DATA FOR REVIEW
________________
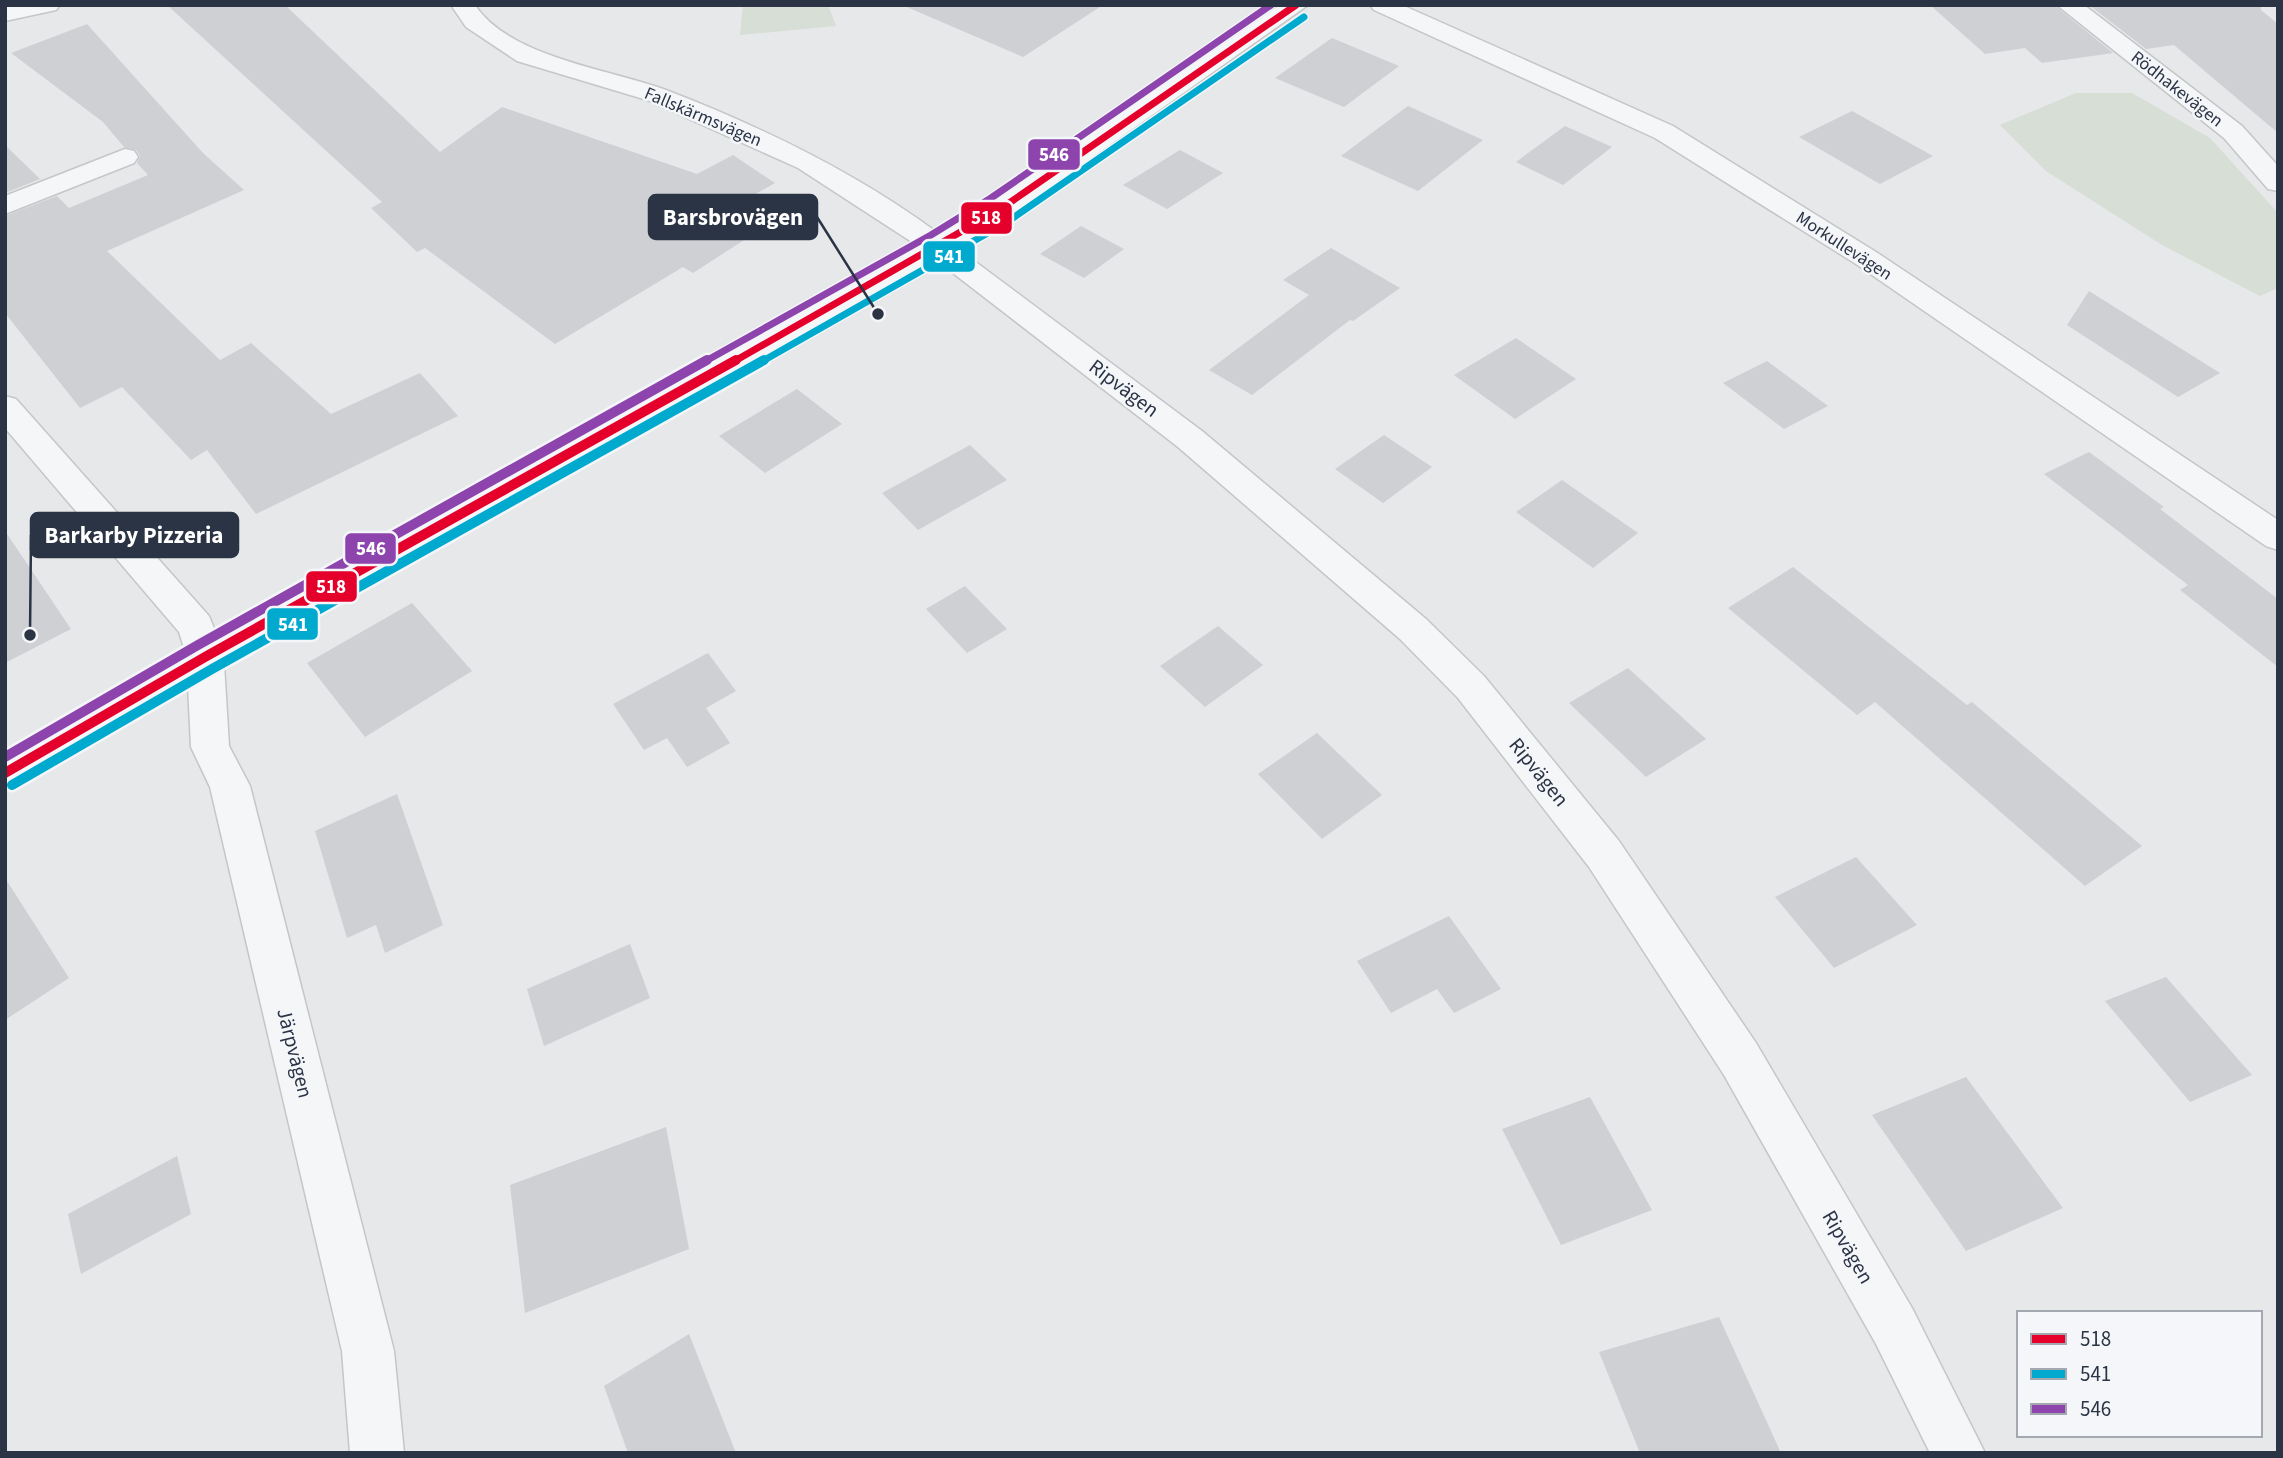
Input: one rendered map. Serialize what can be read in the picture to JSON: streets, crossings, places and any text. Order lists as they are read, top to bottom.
{
  "streets": {
    "street": [
      "Rödhakevägen",
      "Fallskärmsvägen",
      "Morkullevägen",
      "Ripvägen",
      "Järpvägen"
    ]
  },
  "crossings": [
    ["Fallskärmsvägen", "Ripvägen"]
  ],
  "places": ["Barsbrovägen", "Barkarby Pizzeria"],
  "lines": ["transit line 518", "transit line 546", "transit line 541"],
  "legend": ["518", "541", "546"]
}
________________
YOUR INSTRUCTIONS
Type the listing above out again exactly, and omit all pictures.

REPLY
Input: one rendered map. Serialize what can be read in the picture to JSON: streets, crossings, places and any text. Order lists as they are read, top to bottom.
{
  "streets": {
    "street": [
      "Rödhakevägen",
      "Fallskärmsvägen",
      "Morkullevägen",
      "Ripvägen",
      "Järpvägen"
    ]
  },
  "crossings": [
    ["Fallskärmsvägen", "Ripvägen"]
  ],
  "places": ["Barsbrovägen", "Barkarby Pizzeria"],
  "lines": ["transit line 518", "transit line 546", "transit line 541"],
  "legend": ["518", "541", "546"]
}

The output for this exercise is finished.